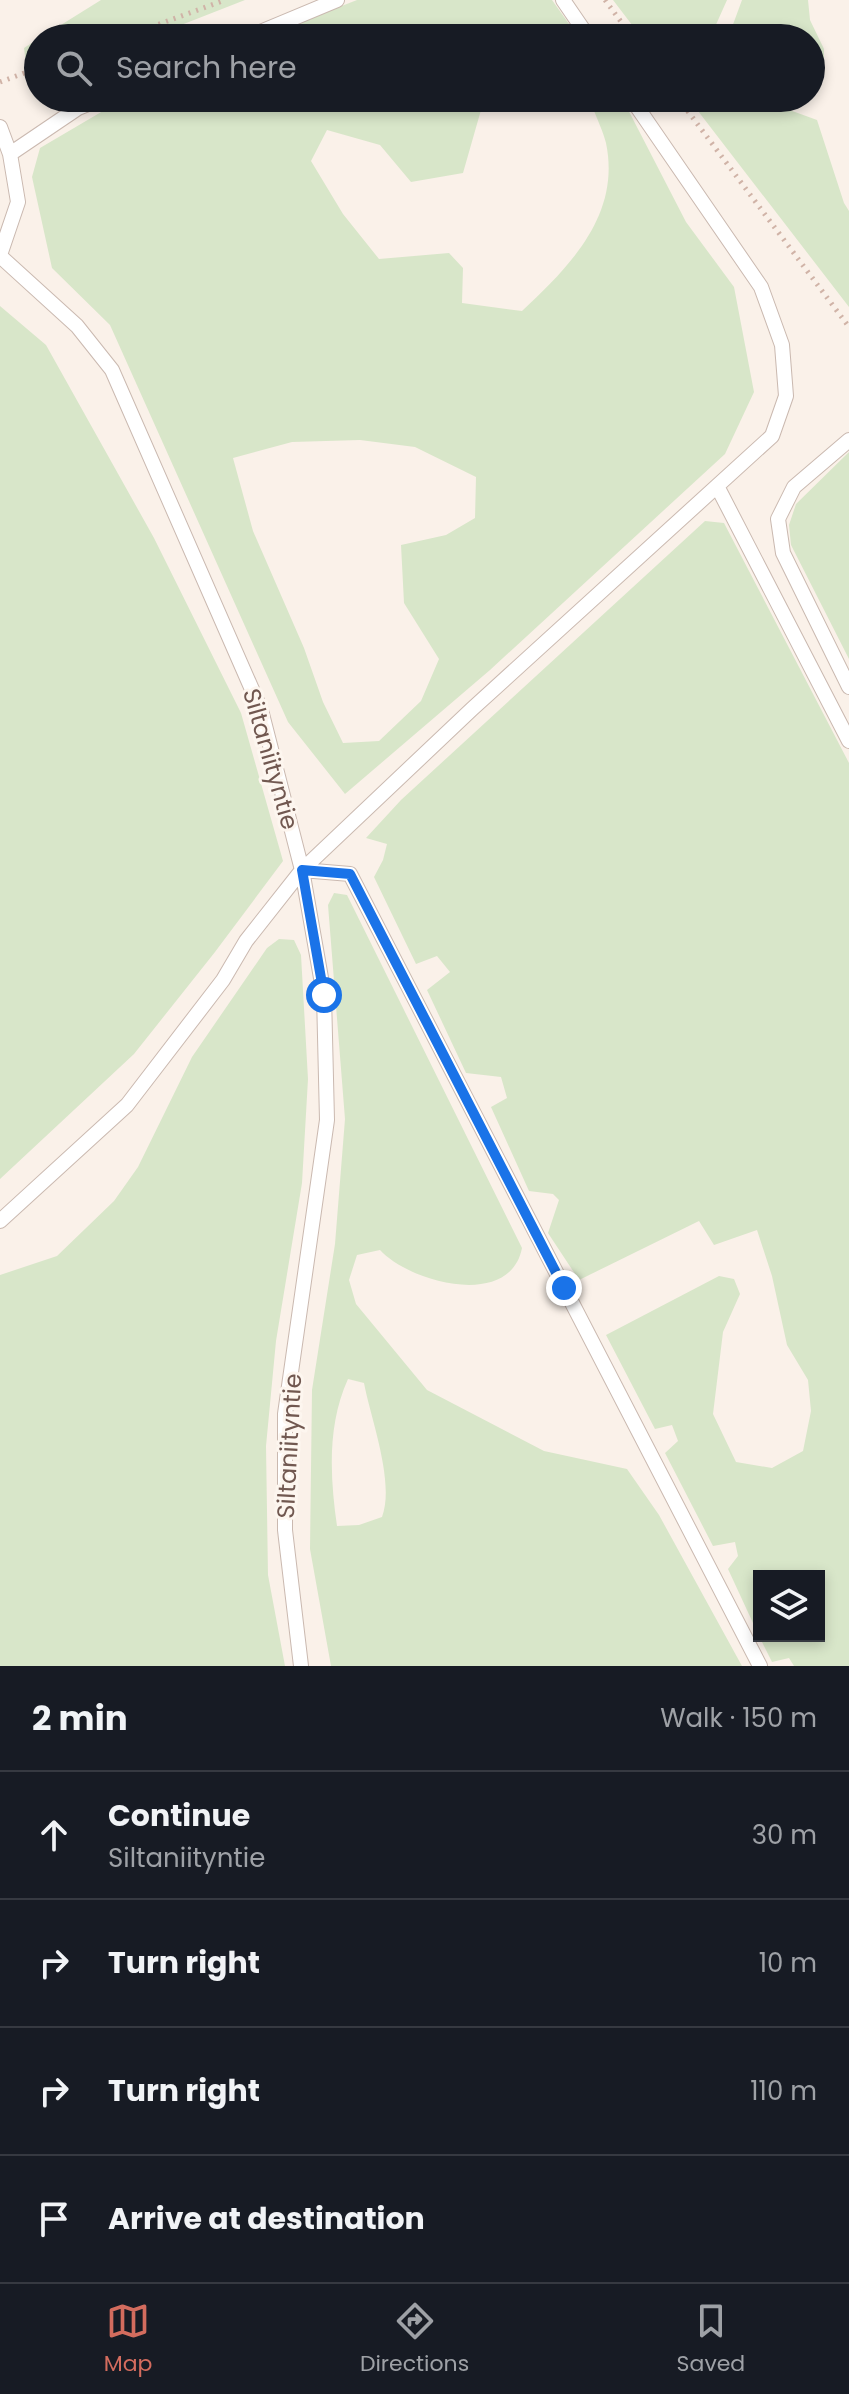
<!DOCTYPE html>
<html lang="en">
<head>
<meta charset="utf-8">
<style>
	body { margin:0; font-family:Poppins,sans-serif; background:#20242c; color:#f1f3f6 }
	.controls { position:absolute; right:24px; bottom:24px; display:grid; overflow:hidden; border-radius:0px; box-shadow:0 4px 12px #0003 }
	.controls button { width:72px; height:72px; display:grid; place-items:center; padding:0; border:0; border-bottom:2px solid #363941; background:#171b24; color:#f1f3f6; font:40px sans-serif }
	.stop { position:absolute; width:24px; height:24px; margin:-18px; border:6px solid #1a73e8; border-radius:50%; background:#fff }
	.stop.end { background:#1a73e8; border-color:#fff; box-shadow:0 2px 8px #0008 }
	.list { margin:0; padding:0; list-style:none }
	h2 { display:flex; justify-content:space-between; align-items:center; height:104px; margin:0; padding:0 32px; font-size:34px }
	h2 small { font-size:26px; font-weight:400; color:#9ea1a6 }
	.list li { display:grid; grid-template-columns:52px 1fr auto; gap:24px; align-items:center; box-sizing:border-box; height:128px; padding:0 32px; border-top:2px solid #363941 }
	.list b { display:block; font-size:30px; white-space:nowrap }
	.list p { margin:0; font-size:26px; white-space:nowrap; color:#9ea1a6 }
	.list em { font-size:26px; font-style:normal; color:#9ea1a6 }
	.icon { flex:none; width:44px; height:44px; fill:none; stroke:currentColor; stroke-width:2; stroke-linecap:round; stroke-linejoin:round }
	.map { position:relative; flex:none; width:849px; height:1666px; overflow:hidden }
	.search { position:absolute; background:#171b24; box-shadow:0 4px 12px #0003; left:24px; right:24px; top:24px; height:88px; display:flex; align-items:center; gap:20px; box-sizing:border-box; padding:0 28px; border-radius:44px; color:#9ea1a6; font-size:30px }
	.sheet { height:616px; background:#171b24 }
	nav { display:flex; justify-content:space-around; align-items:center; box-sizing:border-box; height:112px; border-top:2px solid #363941; background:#171b24; font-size:22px; color:#9ea1a6 }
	nav a { display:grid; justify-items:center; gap:4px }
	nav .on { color:#d36c5e }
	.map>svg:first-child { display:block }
	.green { fill:#d8e6c9; fill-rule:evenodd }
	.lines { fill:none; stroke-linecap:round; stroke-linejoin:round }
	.service-casing { stroke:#cab9b0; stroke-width:16 }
	.path { stroke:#d0b3a7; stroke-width:5; stroke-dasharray:2 6; stroke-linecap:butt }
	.service { stroke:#fff; stroke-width:14 }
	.route { stroke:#1a73e8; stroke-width:10 }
	.labels { text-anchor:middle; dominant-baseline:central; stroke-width:6; stroke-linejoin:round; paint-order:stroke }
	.street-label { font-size:24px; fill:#715850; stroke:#fdf6ef }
</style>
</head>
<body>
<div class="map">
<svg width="849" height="1666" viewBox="0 0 849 1666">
	<rect width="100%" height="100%" fill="#faf1e9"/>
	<!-- green -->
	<path class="green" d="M101 0H245L148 38H40Z
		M357 0H552L579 38H260Z
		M613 0H727L710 38H642Z
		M742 0H808L810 20 824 49V72H811V38H728Z
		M38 39V81L29 85 24 48Z
		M125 98H506L483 103 463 173 411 182 380 145 327 130 311 161 343 214 379 259 449 253 463 268 462 303 522 311C570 266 621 215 606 143 603 131 597 119 593 108L534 98H622L686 222 734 287 754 392 725 454 490 670 345 794 288 722 110 325 52 268 32 177 40 148ZM360 440 415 447 476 477 475 518 446 535 401 545 404 603 439 659 421 701 379 741 343 743 323 702 304 648 253 531 233 458 292 442Z
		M688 98H711L712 102 762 100 817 120 844 203 849 211V307Z
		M0 306 46 345 154 538 241 713 283 861 215 952 134 1054 0 1179Z
		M849 452V659L791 545 789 525 796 504Z
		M705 521 724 523 849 763V1666H794L789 1658 772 1662 759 1636H819V1576H759V1636L728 1569 738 1556 735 1542 713 1546 665 1453 678 1441 672 1425 655 1429 606 1335 719 1276 734 1279 740 1294 723 1332 713 1414 736 1462 772 1468 803 1451 811 1411 808 1380 787 1345 772 1276 757 1230 714 1245 699 1221 579 1280 548 1233 559 1200 553 1194 529 1191 491 1107 507 1098 501 1077 466 1073 427 990 450 972 437 956 416 964 374 877 383 860 387 844 366 838 401 800Z
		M334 893 347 895 522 1248C510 1310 409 1282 380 1250L357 1255 349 1280 356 1304 427 1390 544 1451 627 1469 659 1515 742 1666H331L310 1549 312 1390 335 1244 345 1119 328 905ZM348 1379 364 1383C371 1420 395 1482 382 1517L359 1525 337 1526C330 1477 327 1425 348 1379Z
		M279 939 294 940 301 955 308 1079 302 1183 276 1341 266 1446 268 1575 285 1666H0V1275L57 1256 114 1201 138 1167 192 1057 267 948Z"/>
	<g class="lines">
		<!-- service casing -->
		<g class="service-casing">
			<path id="service" d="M563 0 589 38
				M246 38 337 0
				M0 127 10 154
				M0 255 18 202 10 154 78 108 103 98
				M0 256 77 326 112 370 261 710 302 870 324 995 327 1120 285 1414V1530L301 1666
				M849 440 794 487 778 519 783 553 849 687
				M717 486 849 741
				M302 870 472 709 772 436 786 396 782 345 761 287 631 98
				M0 1221 127 1105 223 980 246 941 302 870 350 874 760 1666"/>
		</g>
		<!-- path -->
		<path class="path" d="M605 0 633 38
			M121 38 225 0
			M0 82 38 68
			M678 98 849 327"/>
		<!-- service -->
		<use href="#service" class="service"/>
	</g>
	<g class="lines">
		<!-- route -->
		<path class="route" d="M324 995 302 870 350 874 564 1288"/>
	</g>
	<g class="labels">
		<!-- street labels -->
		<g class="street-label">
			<text transform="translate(271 759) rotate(74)">Siltaniityntie</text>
			<text transform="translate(289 1446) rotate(-87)">Siltaniityntie</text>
		</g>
	</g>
</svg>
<div class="controls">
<button><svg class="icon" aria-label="layers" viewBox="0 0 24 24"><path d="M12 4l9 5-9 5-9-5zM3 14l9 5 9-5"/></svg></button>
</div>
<div class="stop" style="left:324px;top:995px"></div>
<div class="stop end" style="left:564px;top:1288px"></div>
<div class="search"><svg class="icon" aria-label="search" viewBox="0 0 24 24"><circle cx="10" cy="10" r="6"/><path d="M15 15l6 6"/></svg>Search here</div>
</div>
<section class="sheet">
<h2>2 min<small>Walk · 150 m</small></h2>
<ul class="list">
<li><svg class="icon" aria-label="ahead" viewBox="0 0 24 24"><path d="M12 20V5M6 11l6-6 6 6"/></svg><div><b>Continue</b><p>Siltaniityntie</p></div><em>30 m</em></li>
<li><svg class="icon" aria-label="right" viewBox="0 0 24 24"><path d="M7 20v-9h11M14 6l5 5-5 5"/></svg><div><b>Turn right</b></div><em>10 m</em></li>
<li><svg class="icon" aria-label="right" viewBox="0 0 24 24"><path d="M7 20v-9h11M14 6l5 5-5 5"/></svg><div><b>Turn right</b></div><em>110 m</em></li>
<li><svg class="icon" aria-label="arrive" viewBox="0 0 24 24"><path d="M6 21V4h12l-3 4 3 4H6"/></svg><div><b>Arrive at destination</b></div></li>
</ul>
</section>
<nav>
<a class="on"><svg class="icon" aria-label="map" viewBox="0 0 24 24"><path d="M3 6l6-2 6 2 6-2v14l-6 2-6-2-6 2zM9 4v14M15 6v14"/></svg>Map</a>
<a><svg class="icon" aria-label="directions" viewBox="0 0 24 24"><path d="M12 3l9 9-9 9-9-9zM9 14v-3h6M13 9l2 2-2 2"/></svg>Directions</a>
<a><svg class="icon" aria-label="saved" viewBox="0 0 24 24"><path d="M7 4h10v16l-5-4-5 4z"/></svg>Saved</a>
</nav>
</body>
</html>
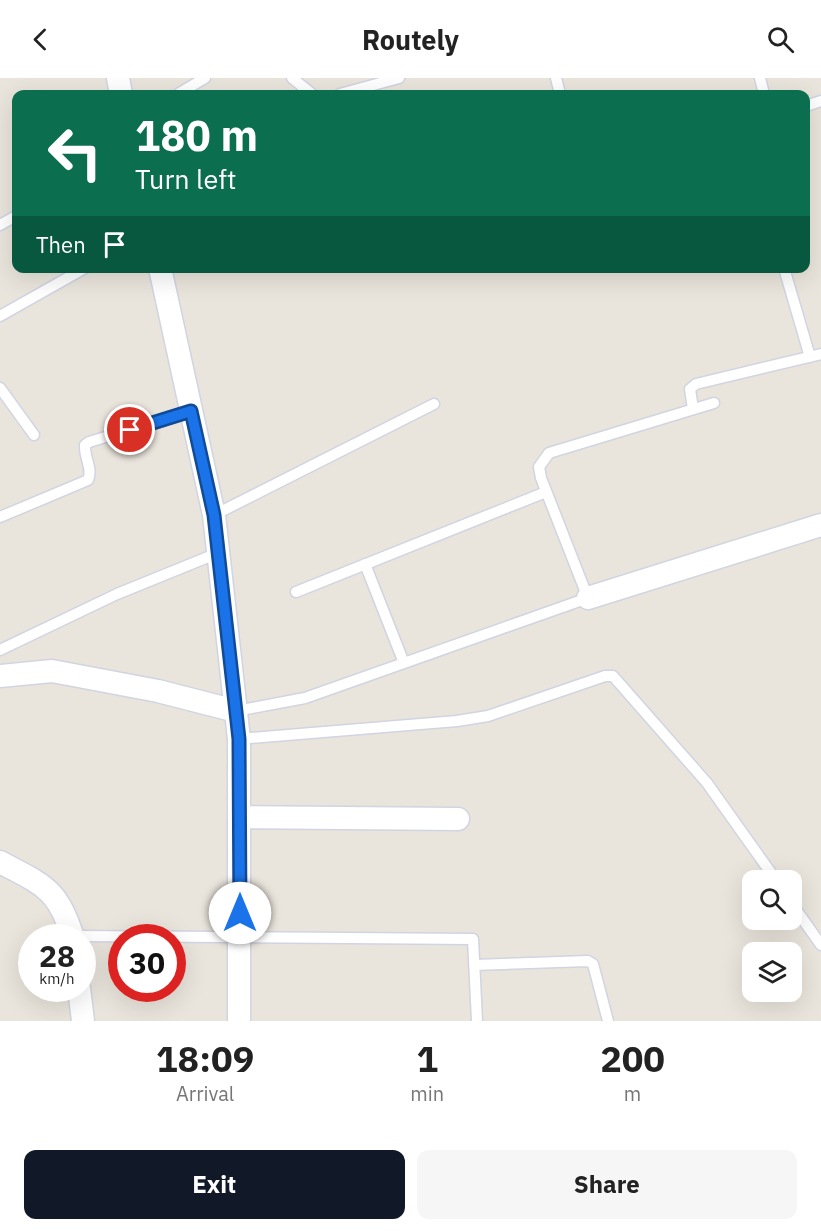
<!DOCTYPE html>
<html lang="en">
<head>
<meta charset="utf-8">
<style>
  :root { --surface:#fff; --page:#f6f6f6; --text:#222; --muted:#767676; --accent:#111827 }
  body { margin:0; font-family:"IBM Plex Sans",sans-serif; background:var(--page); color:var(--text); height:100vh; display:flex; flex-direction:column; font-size:22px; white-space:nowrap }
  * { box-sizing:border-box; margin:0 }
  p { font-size:20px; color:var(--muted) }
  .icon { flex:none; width:33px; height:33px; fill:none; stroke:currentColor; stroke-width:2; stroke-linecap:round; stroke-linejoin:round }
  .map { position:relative; height:943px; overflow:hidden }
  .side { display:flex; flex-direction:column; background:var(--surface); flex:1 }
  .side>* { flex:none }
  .banner { position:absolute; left:12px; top:12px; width:798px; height:183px; border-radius:12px; box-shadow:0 6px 24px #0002; background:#0b6e4f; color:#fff; overflow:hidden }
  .buttons { position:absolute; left:742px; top:792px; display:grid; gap:12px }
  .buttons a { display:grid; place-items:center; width:60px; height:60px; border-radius:12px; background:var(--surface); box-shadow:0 6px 24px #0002; font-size:30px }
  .speed { position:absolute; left:18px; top:846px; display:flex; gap:12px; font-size:30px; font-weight:700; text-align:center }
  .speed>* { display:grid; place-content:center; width:78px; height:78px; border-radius:50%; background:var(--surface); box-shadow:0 6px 24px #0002; line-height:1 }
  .speed small { font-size:15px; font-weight:400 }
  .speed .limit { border:9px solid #d22; background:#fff; color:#111 }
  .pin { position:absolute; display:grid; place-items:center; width:51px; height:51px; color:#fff; margin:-26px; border:3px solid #fff; border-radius:50%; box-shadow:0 2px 6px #0007 }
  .me { position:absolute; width:66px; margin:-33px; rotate:0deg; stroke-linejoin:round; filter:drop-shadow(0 0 4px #0008) }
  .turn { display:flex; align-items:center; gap:21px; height:126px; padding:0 24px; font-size:27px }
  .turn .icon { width:78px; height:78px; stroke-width:2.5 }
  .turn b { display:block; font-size:42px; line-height:51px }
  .then { display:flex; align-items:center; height:57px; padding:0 24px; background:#0003; gap:12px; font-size:22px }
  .eta { display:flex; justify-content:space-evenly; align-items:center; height:102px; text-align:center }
  .eta b { font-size:36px; font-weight:800; line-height:42px }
  .action { display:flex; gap:12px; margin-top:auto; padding:12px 24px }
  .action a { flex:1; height:69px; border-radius:12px; background:var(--accent); color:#fff; font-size:24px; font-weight:800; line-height:69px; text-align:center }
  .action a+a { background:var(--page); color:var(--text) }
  header { display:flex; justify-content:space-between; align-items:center; height:78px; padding:0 24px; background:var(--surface); font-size:27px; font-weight:800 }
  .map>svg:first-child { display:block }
</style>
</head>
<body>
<header><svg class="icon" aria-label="back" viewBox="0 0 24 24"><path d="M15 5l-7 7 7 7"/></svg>Routely<svg class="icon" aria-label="search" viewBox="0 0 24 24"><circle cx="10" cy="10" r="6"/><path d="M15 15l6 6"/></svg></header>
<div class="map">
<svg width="821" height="943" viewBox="0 0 821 943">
  <rect width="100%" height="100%" fill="#eae5dc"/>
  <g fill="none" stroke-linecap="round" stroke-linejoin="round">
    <g stroke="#d1d4e1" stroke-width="13">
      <path id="service" d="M292,0L312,16
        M556,0L560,16
        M760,0L764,16
        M178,16L205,0
        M340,16L399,0
        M806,28L821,23
        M0,147L16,138
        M784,190L810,279
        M0,238L85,190
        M0,310L34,357
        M693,331L690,311L696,306L821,276
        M214,437L434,326
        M0,439L88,402C93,390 84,380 85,367L89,364L191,333
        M365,486L404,585
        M296,514L546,414
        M0,572L117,516L218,475
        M236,633L305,620L588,520L541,400L539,389L549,375L714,325
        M239,661L457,643L488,638L605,598H613L707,705L776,802
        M792,826L821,867
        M73,858L473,861L477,943
        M474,887L588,883L593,886L608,943"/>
    </g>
    <g stroke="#d1d4e1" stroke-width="25">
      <path id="minor" d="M118,0L121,16
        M160,190L214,437L239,661V943
        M588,520L821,447
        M0,598L52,593L158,613L236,633
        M239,739L458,741
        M0,784C43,807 58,810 73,860
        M79,910L83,943"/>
    </g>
    <use href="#service" stroke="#fff" stroke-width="10"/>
    <use href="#minor" stroke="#fff" stroke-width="22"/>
  </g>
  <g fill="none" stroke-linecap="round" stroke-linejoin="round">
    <g stroke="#114b97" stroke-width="15">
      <path id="route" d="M130,352L191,333L214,437L239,661L240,835"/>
    </g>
    <use href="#route" stroke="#1a73e8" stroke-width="10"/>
  </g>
</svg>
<div class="buttons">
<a><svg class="icon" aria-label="search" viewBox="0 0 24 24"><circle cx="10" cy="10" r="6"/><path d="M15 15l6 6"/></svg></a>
<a><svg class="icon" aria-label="layers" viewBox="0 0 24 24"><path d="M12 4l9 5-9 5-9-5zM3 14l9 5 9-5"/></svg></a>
</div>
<div class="speed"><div>28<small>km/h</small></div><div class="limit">30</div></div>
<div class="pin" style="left:130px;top:352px;background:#d93025"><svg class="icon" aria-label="arrive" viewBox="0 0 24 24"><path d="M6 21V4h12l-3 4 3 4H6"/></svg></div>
<svg class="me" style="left:240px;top:835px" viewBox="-20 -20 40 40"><circle r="19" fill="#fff"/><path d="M0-13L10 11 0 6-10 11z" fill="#1a73e8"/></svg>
<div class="banner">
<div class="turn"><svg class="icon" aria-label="left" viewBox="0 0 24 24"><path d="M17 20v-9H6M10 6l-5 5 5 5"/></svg><div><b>180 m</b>Turn left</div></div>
<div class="then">Then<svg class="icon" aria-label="arrive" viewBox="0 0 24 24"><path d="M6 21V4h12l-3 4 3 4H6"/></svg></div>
</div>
</div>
<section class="side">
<div class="eta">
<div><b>18:09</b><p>Arrival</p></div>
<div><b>1</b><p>min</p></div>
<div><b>200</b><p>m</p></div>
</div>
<div class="action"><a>Exit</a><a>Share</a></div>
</section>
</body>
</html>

◆ **Instructions to follow**
Copy word for word each line of the data above, from the first through the one containing "position:absolute; right:24px; bottom:24px;", and include no pictures.

◆ **Result for this task**
<!DOCTYPE html>
<html lang="en">
<head>
<meta charset="utf-8">
<style>
	body { margin:0; font-family:Poppins,sans-serif; background:#20242c; color:#f1f3f6 }
	.controls { position:absolute; right:24px; bottom:24px; display:grid; overflow:hidden; border-radius:0px; box-shadow:0 4px 12px #0003 }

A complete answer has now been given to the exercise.